- Exercise instructions: Each line of the listing that contains the word "Henrique" is to be copied.

- Material for this task:
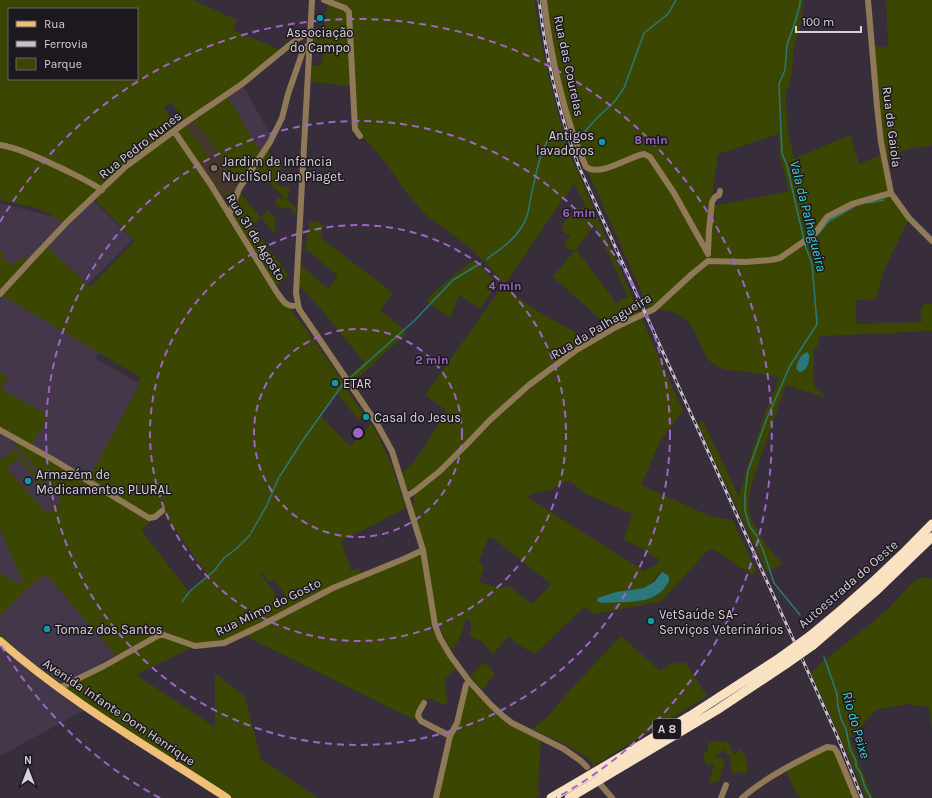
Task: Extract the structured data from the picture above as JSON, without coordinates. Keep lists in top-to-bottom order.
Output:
{
  "streets": {
    "highway": ["Autoestrada do Oeste", "A 8"],
    "main road": ["Avenida Infante Dom Henrique"],
    "street": [
      "Rua das Courelas",
      "Rua da Gaiola",
      "Rua Pedro Nunes",
      "Rua 31 de Agosto",
      "Rua da Palhagueira",
      "Rua Mimo do Gosto"
    ]
  },
  "crossings": [
    ["Rua Pedro Nunes", "Rua 31 de Agosto"],
    ["Rua Mimo do Gosto", "Avenida Infante Dom Henrique"]
  ],
  "water": ["Vala da Palhagueira", "Rio do Peixe"],
  "places": [
    "Associação do Campo",
    "Antigos lavadoros",
    "Jardim de Infancia NucliSol Jean Piaget.",
    "ETAR",
    "Casal do Jesus",
    "Armazém de Medicamentos PLURAL",
    "VetSaúde SA- Serviços Veterinários",
    "Tomaz dos Santos"
  ],
  "legend": ["Rua", "Ferrovia", "Parque"],
  "scale_bar": "100 m",
  "north": "top",
  "rings": [
    "8 min",
    "6 min",
    "4 min",
    "2 min"
  ]
}
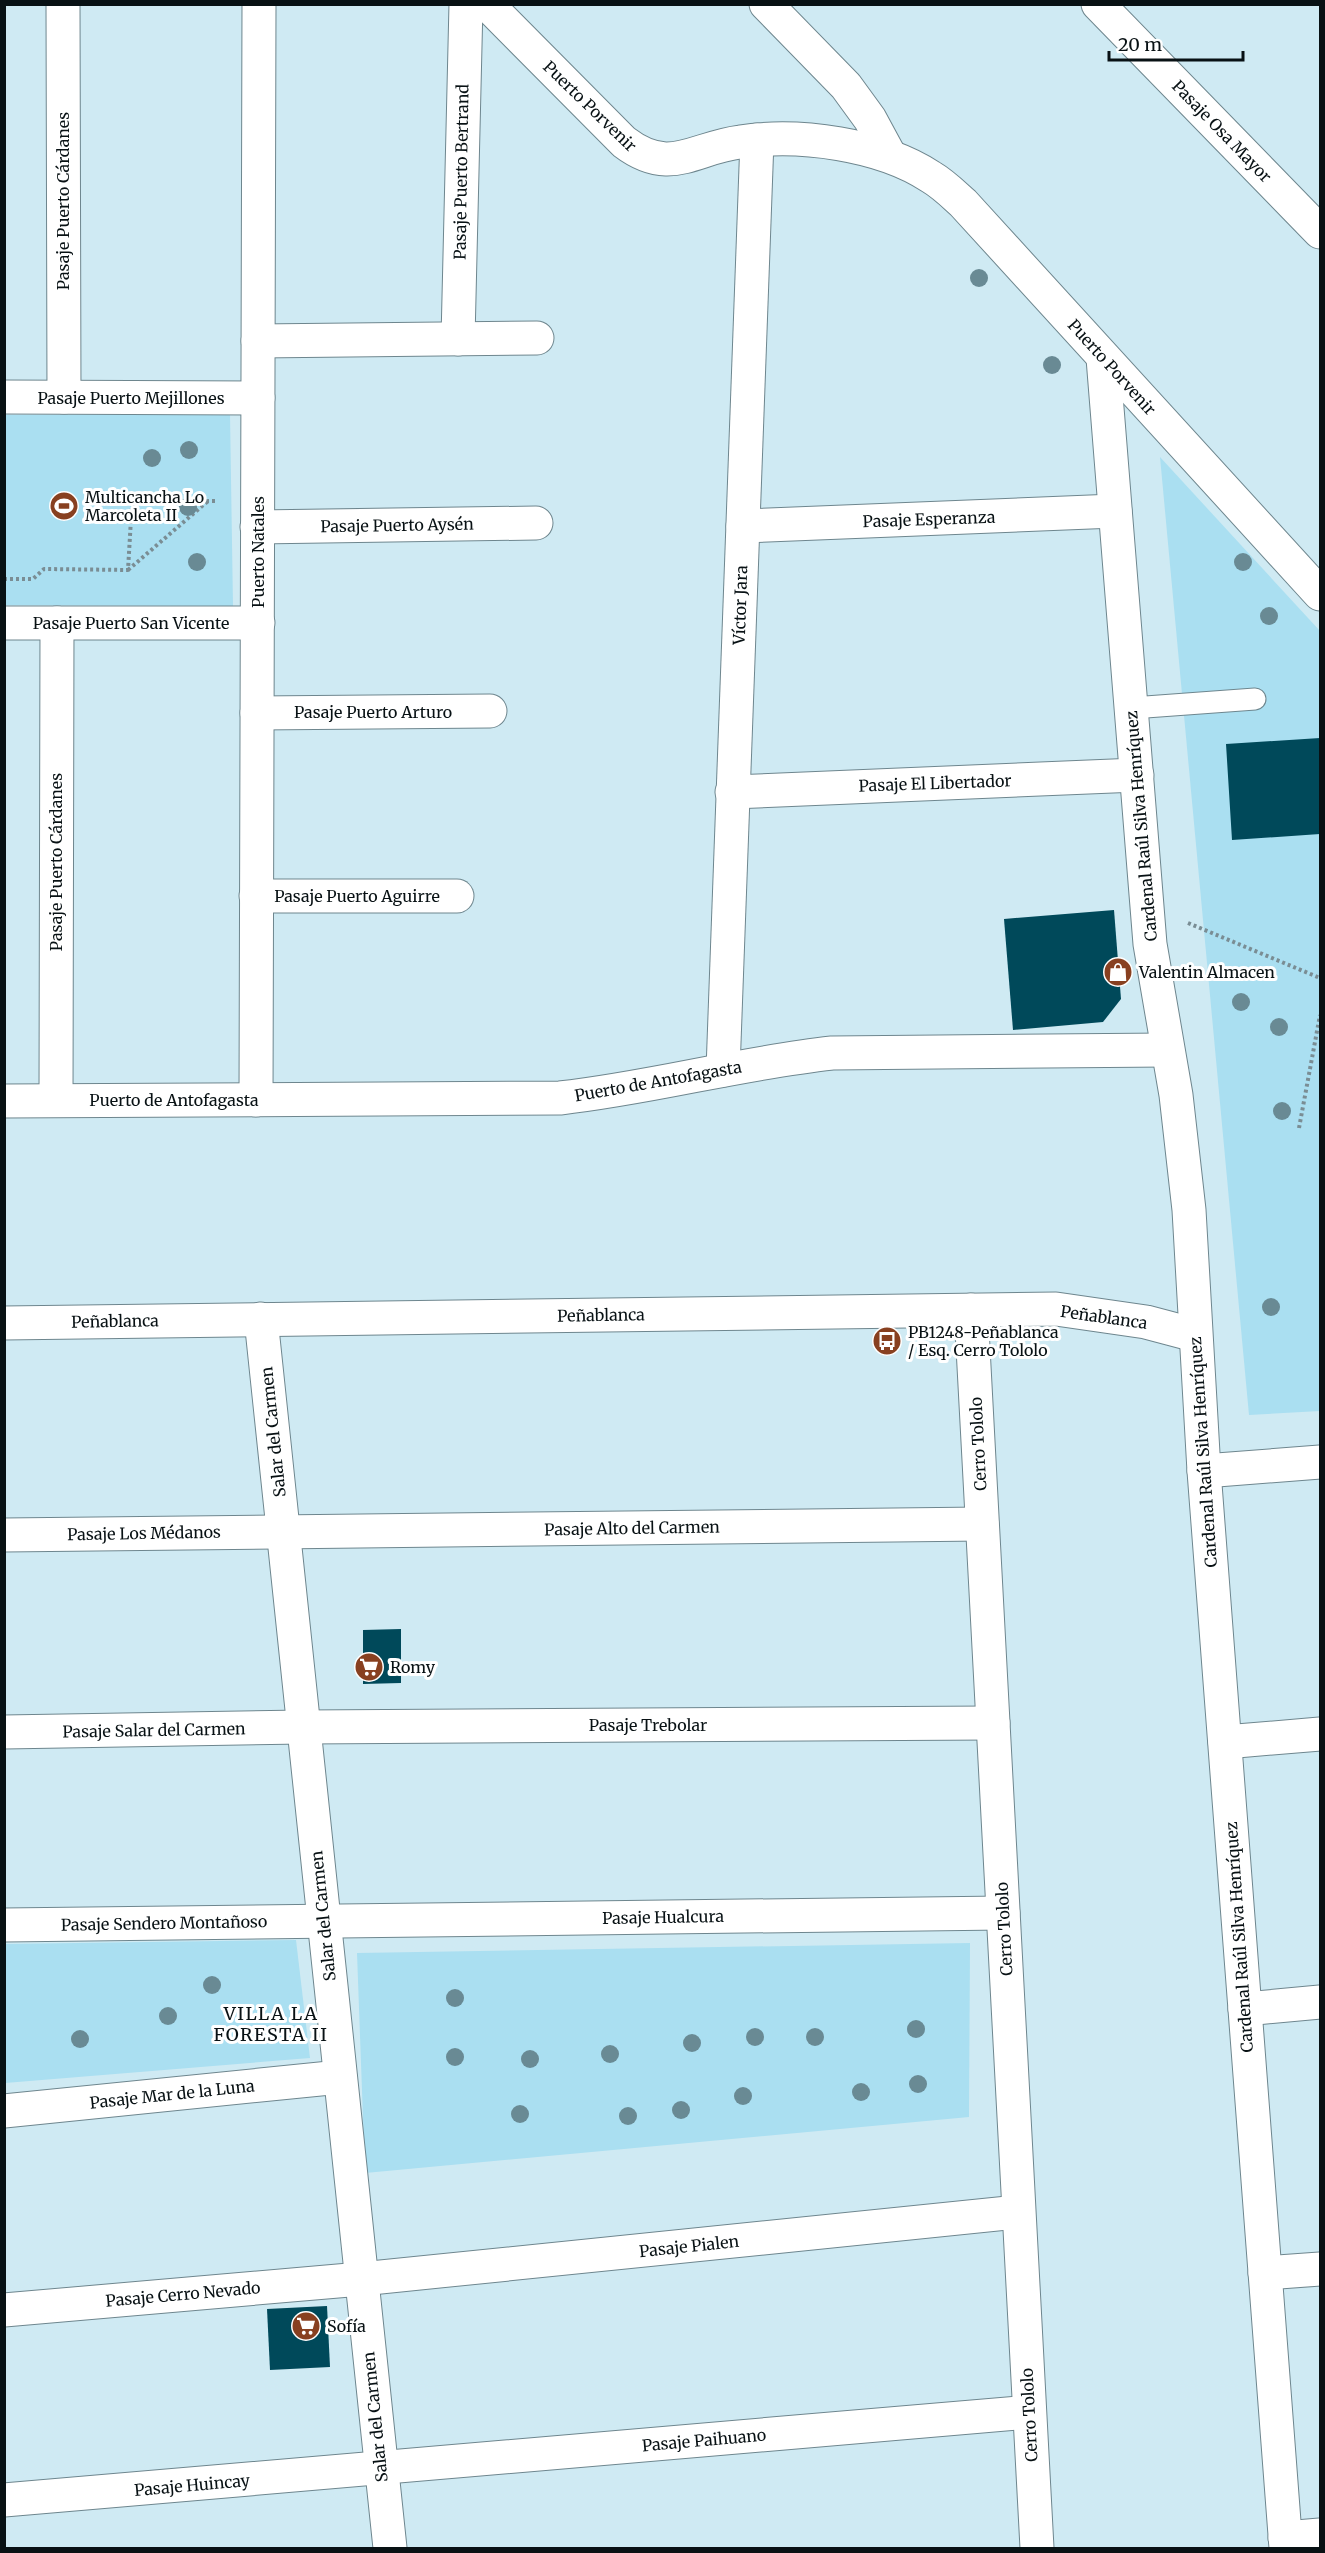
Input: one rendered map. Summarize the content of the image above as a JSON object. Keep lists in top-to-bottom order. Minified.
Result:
{"streets":{"street":["Puerto Porvenir","Pasaje Osa Mayor","Pasaje Puerto Bertrand","Pasaje Puerto Cárdanes","Pasaje Puerto Mejillones","Pasaje Esperanza","Pasaje Puerto Aysén","Puerto Natales","Víctor Jara","Pasaje Puerto San Vicente","Pasaje Puerto Arturo","Pasaje El Libertador","Cardenal Raúl Silva Henríquez","Pasaje Puerto Aguirre","Puerto de Antofagasta","Peñablanca","Salar del Carmen","Cerro Tololo","Pasaje Alto del Carmen","Pasaje Los Médanos","Pasaje Trebolar","Pasaje Salar del Carmen","Pasaje Hualcura","Pasaje Sendero Montañoso","Pasaje Mar de la Luna","Pasaje Pialen","Pasaje Cerro Nevado","Pasaje Paihuano","Pasaje Huincay"]},"crossings":[["Puerto Porvenir","Víctor Jara"],["Puerto Porvenir","Cardenal Raúl Silva Henríquez"],["Pasaje Puerto Cárdanes","Pasaje Puerto Mejillones"],["Pasaje Puerto Cárdanes","Pasaje Puerto San Vicente"],["Pasaje Puerto Cárdanes","Puerto de Antofagasta"],["Pasaje Puerto Mejillones","Puerto Natales"],["Pasaje Esperanza","Víctor Jara"],["Pasaje Esperanza","Cardenal Raúl Silva Henríquez"],["Pasaje Puerto Aysén","Puerto Natales"],["Puerto Natales","Pasaje Puerto San Vicente"],["Puerto Natales","Pasaje Puerto Arturo"],["Puerto Natales","Pasaje Puerto Aguirre"],["Puerto Natales","Puerto de Antofagasta"],["Víctor Jara","Pasaje El Libertador"],["Víctor Jara","Puerto de Antofagasta"],["Pasaje El Libertador","Cardenal Raúl Silva Henríquez"],["Cardenal Raúl Silva Henríquez","Puerto de Antofagasta"],["Cardenal Raúl Silva Henríquez","Peñablanca"],["Peñablanca","Salar del Carmen"],["Peñablanca","Cerro Tololo"],["Salar del Carmen","Pasaje Alto del Carmen"],["Salar del Carmen","Pasaje Los Médanos"],["Salar del Carmen","Pasaje Trebolar"],["Salar del Carmen","Pasaje Salar del Carmen"],["Salar del Carmen","Pasaje Hualcura"],["Salar del Carmen","Pasaje Sendero Montañoso"],["Salar del Carmen","Pasaje Mar de la Luna"],["Salar del Carmen","Pasaje Pialen"],["Salar del Carmen","Pasaje Cerro Nevado"],["Salar del Carmen","Pasaje Paihuano"],["Salar del Carmen","Pasaje Huincay"],["Cerro Tololo","Pasaje Alto del Carmen"],["Cerro Tololo","Pasaje Trebolar"],["Cerro Tololo","Pasaje Hualcura"],["Cerro Tololo","Pasaje Pialen"],["Cerro Tololo","Pasaje Paihuano"],["Pasaje Alto del Carmen","Pasaje Los Médanos"],["Pasaje Trebolar","Pasaje Salar del Carmen"],["Pasaje Hualcura","Pasaje Sendero Montañoso"],["Pasaje Pialen","Pasaje Cerro Nevado"],["Pasaje Paihuano","Pasaje Huincay"]],"districts":["VILLA LA FORESTA II"],"places":{"sports":["Multicancha Lo Marcoleta II"],"shop":["Valentin Almacen"],"bus stop":["PB1248-Peñablanca / Esq. Cerro Tololo"],"supermarket":["Romy","Sofía"]},"scale_bar":"20 m"}
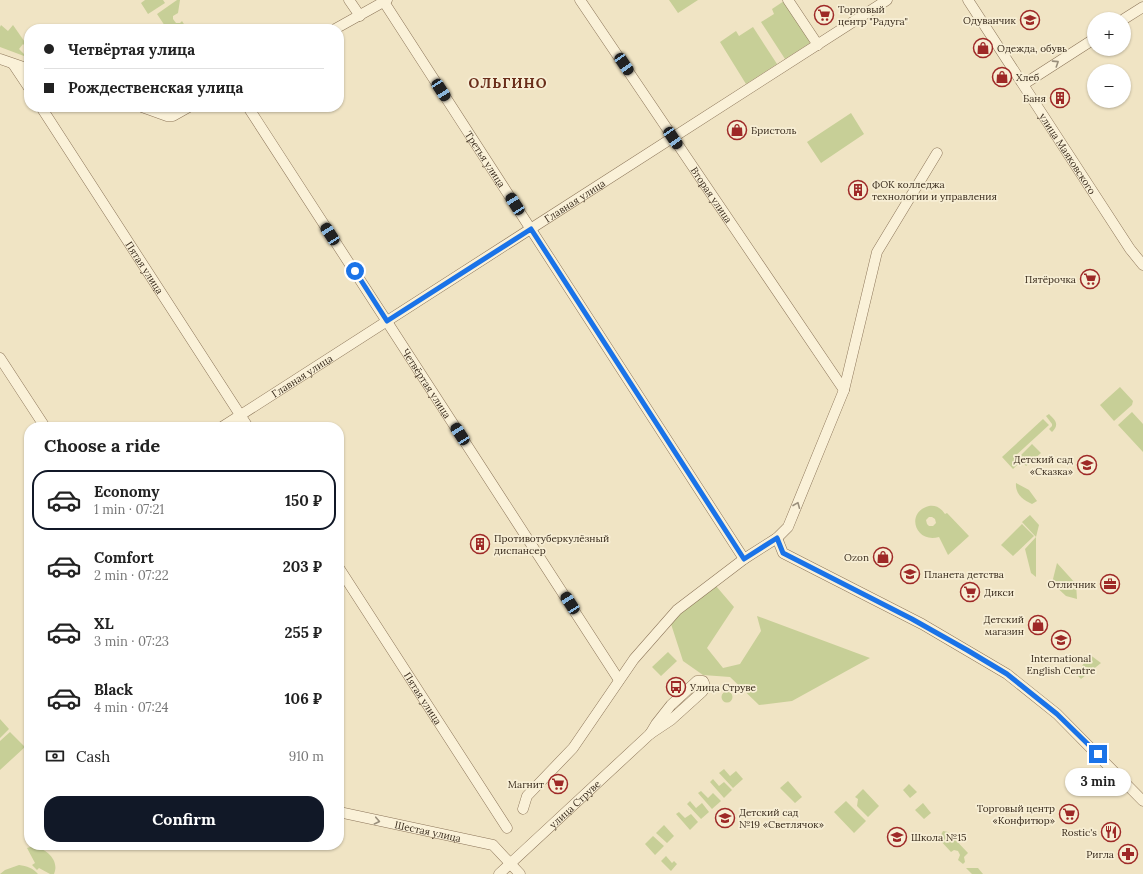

- Result of this task:
    "main road": ["Avenida Infante Dom Henrique"],
    ["Rua Mimo do Gosto", "Avenida Infante Dom Henrique"]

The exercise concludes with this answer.